== Segment start ==
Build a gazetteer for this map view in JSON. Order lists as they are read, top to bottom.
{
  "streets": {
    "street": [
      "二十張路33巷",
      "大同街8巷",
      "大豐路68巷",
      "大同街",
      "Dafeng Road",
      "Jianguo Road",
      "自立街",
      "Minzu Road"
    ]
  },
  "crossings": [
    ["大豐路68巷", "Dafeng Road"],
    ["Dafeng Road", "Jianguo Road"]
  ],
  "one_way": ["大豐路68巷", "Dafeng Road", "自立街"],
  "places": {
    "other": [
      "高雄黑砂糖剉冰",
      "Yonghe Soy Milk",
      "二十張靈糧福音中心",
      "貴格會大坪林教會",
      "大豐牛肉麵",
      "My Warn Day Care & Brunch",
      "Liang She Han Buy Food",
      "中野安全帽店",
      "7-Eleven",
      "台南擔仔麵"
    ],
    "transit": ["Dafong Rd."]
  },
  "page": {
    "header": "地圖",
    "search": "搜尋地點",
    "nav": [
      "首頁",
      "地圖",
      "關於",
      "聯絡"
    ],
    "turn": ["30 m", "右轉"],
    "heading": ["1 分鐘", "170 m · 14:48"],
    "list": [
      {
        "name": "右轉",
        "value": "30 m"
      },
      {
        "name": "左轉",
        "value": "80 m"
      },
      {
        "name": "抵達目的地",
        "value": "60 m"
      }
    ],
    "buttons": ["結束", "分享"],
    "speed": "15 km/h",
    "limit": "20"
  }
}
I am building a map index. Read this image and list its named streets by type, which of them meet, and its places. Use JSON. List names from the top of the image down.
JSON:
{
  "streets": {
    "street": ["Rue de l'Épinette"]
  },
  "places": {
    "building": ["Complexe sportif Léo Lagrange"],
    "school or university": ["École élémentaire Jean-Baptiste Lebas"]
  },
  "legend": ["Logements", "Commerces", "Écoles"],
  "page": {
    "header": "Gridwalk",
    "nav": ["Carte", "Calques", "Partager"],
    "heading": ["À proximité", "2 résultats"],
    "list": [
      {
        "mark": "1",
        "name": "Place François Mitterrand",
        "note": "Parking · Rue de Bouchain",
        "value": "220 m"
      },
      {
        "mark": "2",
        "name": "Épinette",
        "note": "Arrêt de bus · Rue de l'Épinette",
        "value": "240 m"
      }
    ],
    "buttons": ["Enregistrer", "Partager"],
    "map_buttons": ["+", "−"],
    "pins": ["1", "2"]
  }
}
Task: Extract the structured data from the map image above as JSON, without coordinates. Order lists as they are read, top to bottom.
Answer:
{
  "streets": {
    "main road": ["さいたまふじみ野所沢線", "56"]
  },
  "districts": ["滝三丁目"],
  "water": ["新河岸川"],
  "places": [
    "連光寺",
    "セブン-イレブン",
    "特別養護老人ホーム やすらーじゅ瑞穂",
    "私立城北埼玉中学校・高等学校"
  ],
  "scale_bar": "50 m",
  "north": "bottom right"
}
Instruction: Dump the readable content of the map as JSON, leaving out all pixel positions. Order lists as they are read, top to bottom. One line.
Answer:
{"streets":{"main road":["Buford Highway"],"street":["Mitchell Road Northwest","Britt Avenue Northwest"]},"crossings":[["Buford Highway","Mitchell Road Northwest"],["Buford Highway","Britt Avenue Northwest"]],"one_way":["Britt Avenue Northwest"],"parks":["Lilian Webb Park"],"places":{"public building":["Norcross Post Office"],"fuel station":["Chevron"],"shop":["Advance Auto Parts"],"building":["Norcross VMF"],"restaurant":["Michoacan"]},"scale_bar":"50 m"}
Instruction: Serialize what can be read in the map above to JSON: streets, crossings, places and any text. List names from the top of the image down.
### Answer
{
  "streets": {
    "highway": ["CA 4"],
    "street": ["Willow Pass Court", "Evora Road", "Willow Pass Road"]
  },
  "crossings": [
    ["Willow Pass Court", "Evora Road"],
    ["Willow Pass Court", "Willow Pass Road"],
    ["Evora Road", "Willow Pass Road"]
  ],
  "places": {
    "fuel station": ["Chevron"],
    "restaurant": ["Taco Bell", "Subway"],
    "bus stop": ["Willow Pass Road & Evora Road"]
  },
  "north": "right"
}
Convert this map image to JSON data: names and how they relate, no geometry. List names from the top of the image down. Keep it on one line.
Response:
== Segment end ==
DIRECTIONS: Repeat every record above exactly as it appears.

RESULT OF THE EXERCISE:
Build a gazetteer for this map view in JSON. Order lists as they are read, top to bottom.
{
  "streets": {
    "street": [
      "二十張路33巷",
      "大同街8巷",
      "大豐路68巷",
      "大同街",
      "Dafeng Road",
      "Jianguo Road",
      "自立街",
      "Minzu Road"
    ]
  },
  "crossings": [
    ["大豐路68巷", "Dafeng Road"],
    ["Dafeng Road", "Jianguo Road"]
  ],
  "one_way": ["大豐路68巷", "Dafeng Road", "自立街"],
  "places": {
    "other": [
      "高雄黑砂糖剉冰",
      "Yonghe Soy Milk",
      "二十張靈糧福音中心",
      "貴格會大坪林教會",
      "大豐牛肉麵",
      "My Warn Day Care & Brunch",
      "Liang She Han Buy Food",
      "中野安全帽店",
      "7-Eleven",
      "台南擔仔麵"
    ],
    "transit": ["Dafong Rd."]
  },
  "page": {
    "header": "地圖",
    "search": "搜尋地點",
    "nav": [
      "首頁",
      "地圖",
      "關於",
      "聯絡"
    ],
    "turn": ["30 m", "右轉"],
    "heading": ["1 分鐘", "170 m · 14:48"],
    "list": [
      {
        "name": "右轉",
        "value": "30 m"
      },
      {
        "name": "左轉",
        "value": "80 m"
      },
      {
        "name": "抵達目的地",
        "value": "60 m"
      }
    ],
    "buttons": ["結束", "分享"],
    "speed": "15 km/h",
    "limit": "20"
  }
}
I am building a map index. Read this image and list its named streets by type, which of them meet, and its places. Use JSON. List names from the top of the image down.
JSON:
{
  "streets": {
    "street": ["Rue de l'Épinette"]
  },
  "places": {
    "building": ["Complexe sportif Léo Lagrange"],
    "school or university": ["École élémentaire Jean-Baptiste Lebas"]
  },
  "legend": ["Logements", "Commerces", "Écoles"],
  "page": {
    "header": "Gridwalk",
    "nav": ["Carte", "Calques", "Partager"],
    "heading": ["À proximité", "2 résultats"],
    "list": [
      {
        "mark": "1",
        "name": "Place François Mitterrand",
        "note": "Parking · Rue de Bouchain",
        "value": "220 m"
      },
      {
        "mark": "2",
        "name": "Épinette",
        "note": "Arrêt de bus · Rue de l'Épinette",
        "value": "240 m"
      }
    ],
    "buttons": ["Enregistrer", "Partager"],
    "map_buttons": ["+", "−"],
    "pins": ["1", "2"]
  }
}
Task: Extract the structured data from the map image above as JSON, without coordinates. Order lists as they are read, top to bottom.
Answer:
{
  "streets": {
    "main road": ["さいたまふじみ野所沢線", "56"]
  },
  "districts": ["滝三丁目"],
  "water": ["新河岸川"],
  "places": [
    "連光寺",
    "セブン-イレブン",
    "特別養護老人ホーム やすらーじゅ瑞穂",
    "私立城北埼玉中学校・高等学校"
  ],
  "scale_bar": "50 m",
  "north": "bottom right"
}
Instruction: Dump the readable content of the map as JSON, leaving out all pixel positions. Order lists as they are read, top to bottom. One line.
Answer:
{"streets":{"main road":["Buford Highway"],"street":["Mitchell Road Northwest","Britt Avenue Northwest"]},"crossings":[["Buford Highway","Mitchell Road Northwest"],["Buford Highway","Britt Avenue Northwest"]],"one_way":["Britt Avenue Northwest"],"parks":["Lilian Webb Park"],"places":{"public building":["Norcross Post Office"],"fuel station":["Chevron"],"shop":["Advance Auto Parts"],"building":["Norcross VMF"],"restaurant":["Michoacan"]},"scale_bar":"50 m"}
Instruction: Serialize what can be read in the map above to JSON: streets, crossings, places and any text. List names from the top of the image down.
### Answer
{
  "streets": {
    "highway": ["CA 4"],
    "street": ["Willow Pass Court", "Evora Road", "Willow Pass Road"]
  },
  "crossings": [
    ["Willow Pass Court", "Evora Road"],
    ["Willow Pass Court", "Willow Pass Road"],
    ["Evora Road", "Willow Pass Road"]
  ],
  "places": {
    "fuel station": ["Chevron"],
    "restaurant": ["Taco Bell", "Subway"],
    "bus stop": ["Willow Pass Road & Evora Road"]
  },
  "north": "right"
}
Convert this map image to JSON data: names and how they relate, no geometry. List names from the top of the image down. Keep it on one line.
Response:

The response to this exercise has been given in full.